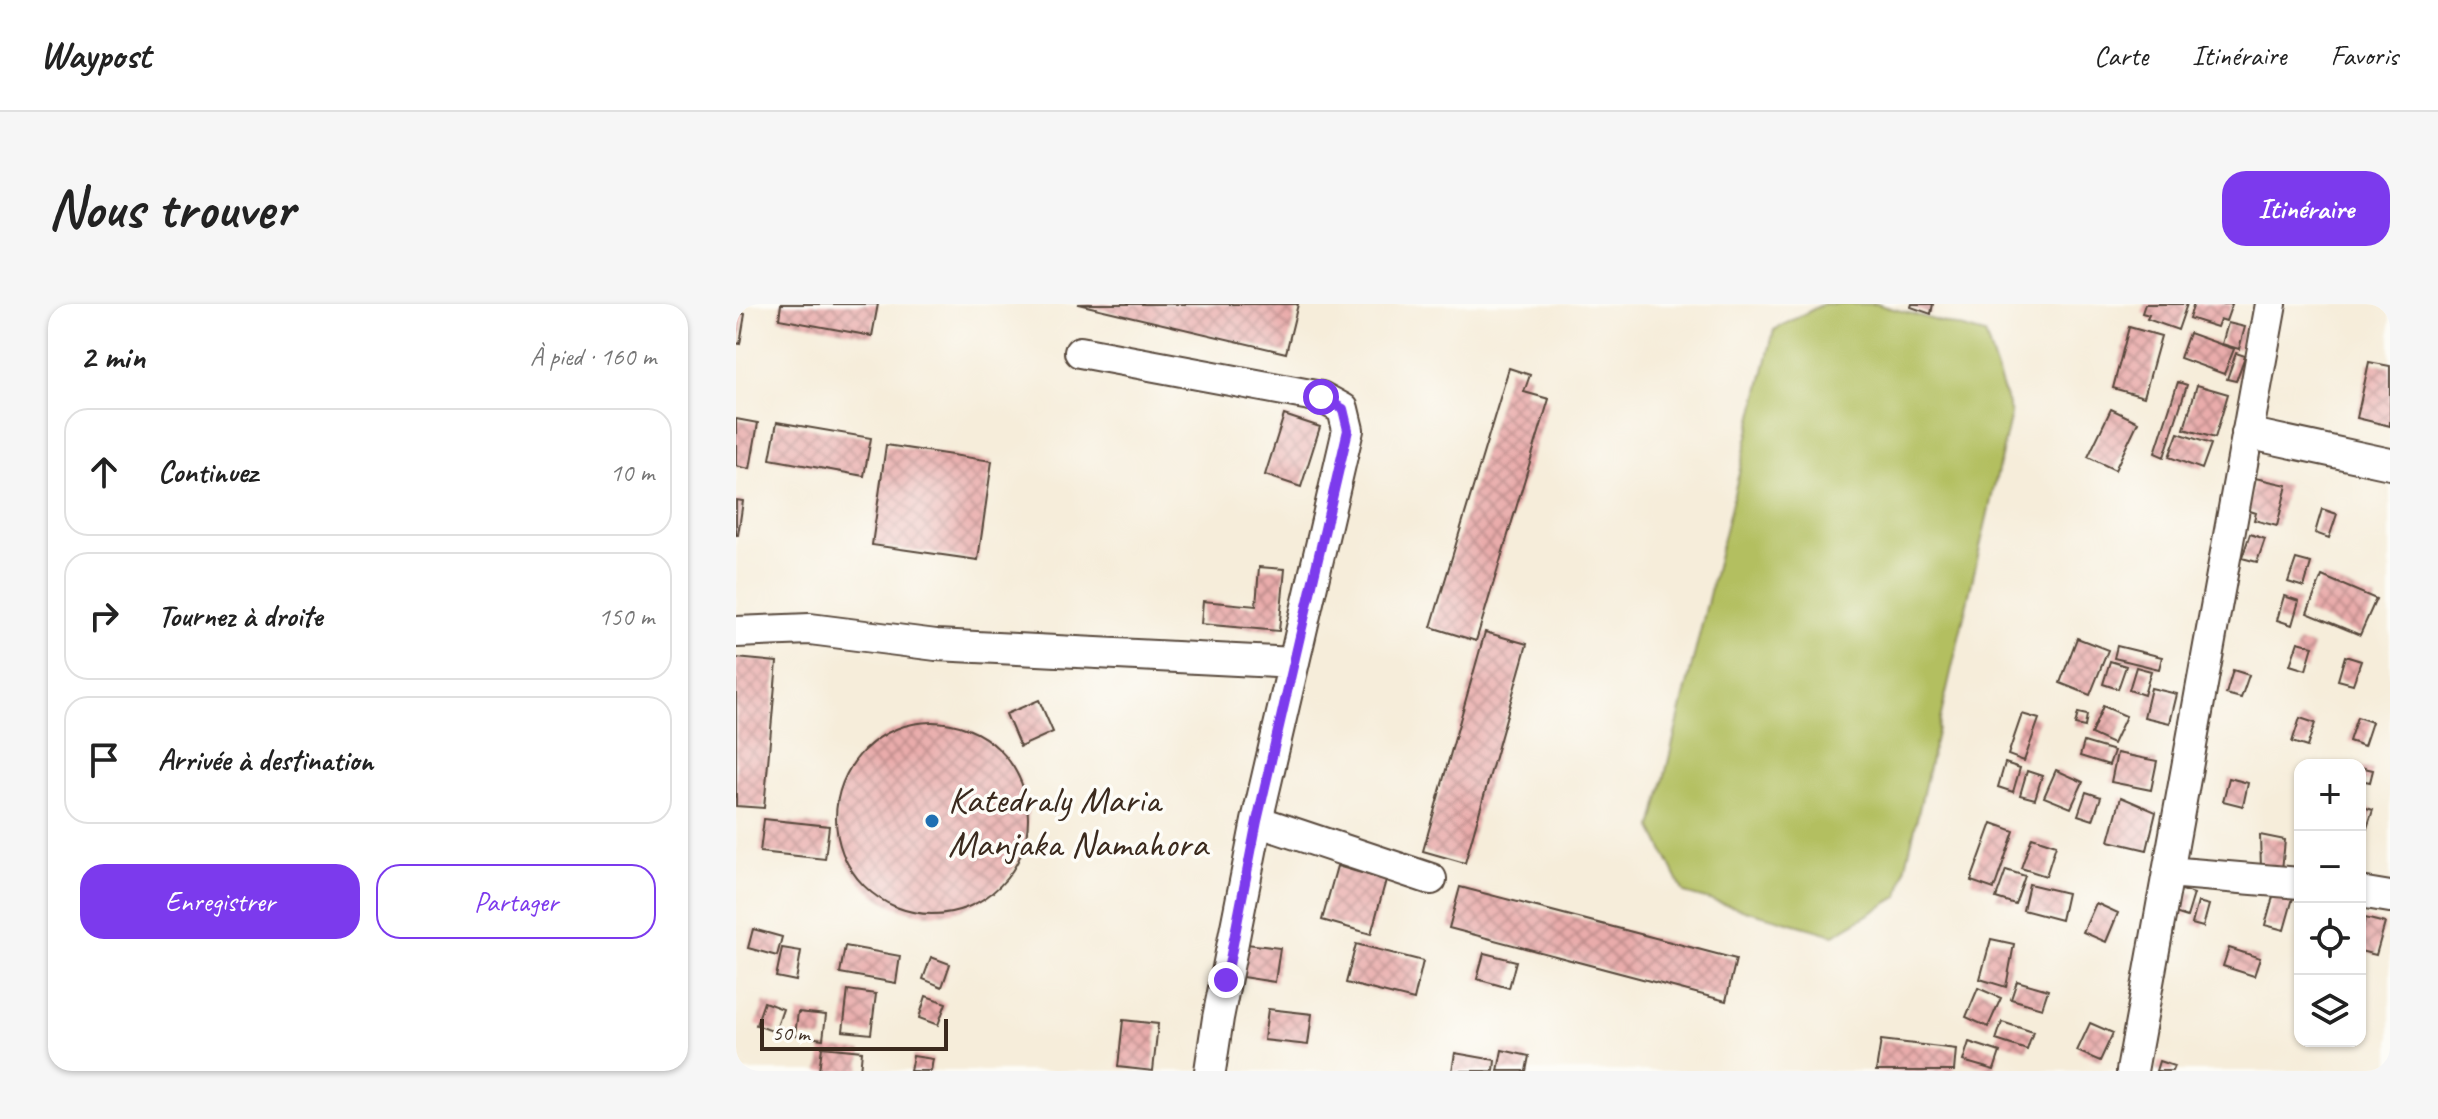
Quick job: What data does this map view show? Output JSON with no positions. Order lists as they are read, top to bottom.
{
  "places": ["Katedraly Maria Manjaka Namahora"],
  "scale_bar": "50 m",
  "page": {
    "header": "Waypost",
    "nav": ["Carte", "Itinéraire", "Favoris"],
    "buttons": [
      "Itinéraire",
      ["Enregistrer", "Partager"]
    ],
    "title": "Nous trouver",
    "heading": ["2 min", "À pied · 160 m"],
    "list": [
      ["Continuez", "10 m"],
      ["Tournez à droite", "150 m"],
      "Arrivée à destination"
    ],
    "map_buttons": ["+", "−"],
    "scale": "50 m"
  }
}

· · · · · · ·

• [YOUR OBJECTIVE] Word for word, write out each line of the records, but leave the pictures behind.

• [REPLY]
Quick job: What data does this map view show? Output JSON with no positions. Order lists as they are read, top to bottom.
{
  "places": ["Katedraly Maria Manjaka Namahora"],
  "scale_bar": "50 m",
  "page": {
    "header": "Waypost",
    "nav": ["Carte", "Itinéraire", "Favoris"],
    "buttons": [
      "Itinéraire",
      ["Enregistrer", "Partager"]
    ],
    "title": "Nous trouver",
    "heading": ["2 min", "À pied · 160 m"],
    "list": [
      ["Continuez", "10 m"],
      ["Tournez à droite", "150 m"],
      "Arrivée à destination"
    ],
    "map_buttons": ["+", "−"],
    "scale": "50 m"
  }
}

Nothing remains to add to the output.